View larger version (15K): [in this window] [in a new window]   Figure 4. C18 reverse-phase HPLC fractionation of pituitary extract. A, Separation using HFBA as the ion-pairing agent. Lyophilized pituitary extract was resuspended in 20% acetonitrile/0.13% HFBA, passed through a 0.45-µm filter, and loaded onto a Hypersil C18 column (250 x 4.6 mm). The flow rate was 1 ml/min. Elution was achieved with a linear gradient of 30–80% acetonitrile/0.13% HFBA. Fractions were collected manually. The protein profile was measured at 280 nm. An aliquot of each fraction (1/100 dilution) was lyophilized and assayed. The black bar indicates the peak containing activity. B, Fractionation by narrowbore HPLC. Lyophilized pituitary extract was resuspended in 1 ml dH20, microfuged for 5 min, and loaded onto a Hypersil C18 reverse-phase column (10 x 2.1 mm) at a flow rate of 250 µl/min. Elution was achieved with a linear gradient of 4–80% acetonitrile/0.1% TFA at a flow rate of 100 µl/min. Protein peaks, measured at 214 nm, were collected manually into 1.5-ml tubes containing 50 µl 0.2% Tween-20. An aliquot (1/50 dilution) was lyophilized and assayed. The black bar indicates the peak containing activity.
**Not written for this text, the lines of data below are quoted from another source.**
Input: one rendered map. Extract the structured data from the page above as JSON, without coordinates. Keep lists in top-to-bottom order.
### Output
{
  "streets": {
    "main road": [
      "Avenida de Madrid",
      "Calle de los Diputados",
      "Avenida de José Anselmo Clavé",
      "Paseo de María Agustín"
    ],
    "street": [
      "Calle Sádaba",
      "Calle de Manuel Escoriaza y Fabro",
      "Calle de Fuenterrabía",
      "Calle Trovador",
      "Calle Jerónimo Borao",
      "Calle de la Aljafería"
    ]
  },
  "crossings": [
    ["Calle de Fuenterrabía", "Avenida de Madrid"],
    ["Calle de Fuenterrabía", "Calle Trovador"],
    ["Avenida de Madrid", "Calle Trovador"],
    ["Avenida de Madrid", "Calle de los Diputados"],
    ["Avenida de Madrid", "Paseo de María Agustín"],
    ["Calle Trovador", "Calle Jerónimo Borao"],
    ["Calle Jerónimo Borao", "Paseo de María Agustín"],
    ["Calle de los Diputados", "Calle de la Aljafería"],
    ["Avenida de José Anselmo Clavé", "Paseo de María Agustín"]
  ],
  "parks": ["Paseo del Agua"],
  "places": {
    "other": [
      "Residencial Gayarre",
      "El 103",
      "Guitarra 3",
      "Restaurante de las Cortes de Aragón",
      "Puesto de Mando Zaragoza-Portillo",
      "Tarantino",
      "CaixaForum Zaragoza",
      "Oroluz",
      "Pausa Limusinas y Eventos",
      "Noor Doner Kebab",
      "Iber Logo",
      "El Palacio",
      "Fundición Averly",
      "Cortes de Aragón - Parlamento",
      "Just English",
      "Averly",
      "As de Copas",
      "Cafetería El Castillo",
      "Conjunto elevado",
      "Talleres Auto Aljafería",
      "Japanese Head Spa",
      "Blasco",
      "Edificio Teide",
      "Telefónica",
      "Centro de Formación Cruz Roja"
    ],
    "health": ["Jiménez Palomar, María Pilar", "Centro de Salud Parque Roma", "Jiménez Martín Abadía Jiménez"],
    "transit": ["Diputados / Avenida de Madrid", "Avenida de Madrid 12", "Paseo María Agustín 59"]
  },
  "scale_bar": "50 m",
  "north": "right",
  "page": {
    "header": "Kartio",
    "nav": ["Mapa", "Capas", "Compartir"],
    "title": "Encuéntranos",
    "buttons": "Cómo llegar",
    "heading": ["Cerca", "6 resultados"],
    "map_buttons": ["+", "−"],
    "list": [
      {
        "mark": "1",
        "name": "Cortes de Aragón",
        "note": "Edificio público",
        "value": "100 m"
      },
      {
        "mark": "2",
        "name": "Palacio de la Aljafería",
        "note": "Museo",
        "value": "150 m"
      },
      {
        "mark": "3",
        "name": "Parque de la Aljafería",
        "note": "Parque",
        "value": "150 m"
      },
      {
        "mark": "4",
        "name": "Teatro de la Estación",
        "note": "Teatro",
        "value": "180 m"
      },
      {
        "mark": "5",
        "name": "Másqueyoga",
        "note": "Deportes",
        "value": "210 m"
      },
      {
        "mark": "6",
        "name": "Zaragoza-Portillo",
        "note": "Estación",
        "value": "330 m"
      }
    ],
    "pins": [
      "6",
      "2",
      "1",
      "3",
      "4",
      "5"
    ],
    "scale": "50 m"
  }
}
View larger version (19K): [in this window] [in a new window]   Figure 5. Aminopeptidase digestion of pituitary CT-like peptide. An aliquot (40 µl) of pituitary CT-like peptide was subjected to aminopeptidase digestion with (A) trypsin, (B) Asp-N, (C) Glu-C, and (D) Lys-C. Digests were fractionated on a Hypersil C18 column (10 x 2.1 mm). Peptide peaks, measured at 214 nm, were collected manually into 1.5-ml tubes containing 50-µl 0.2% Tween-20. Peaks were subjected to N-terminal protein sequencing. The stars represent peaks from which unique sequence was obtained.

View larger version (33K): [in this window] [in a new window]   Figure 6. Alignment of the derived pituitary CT sequence with the amino acid sequences of known CT peptides (upper panel) and amylin and CT gene-related peptide sequences (lower panel).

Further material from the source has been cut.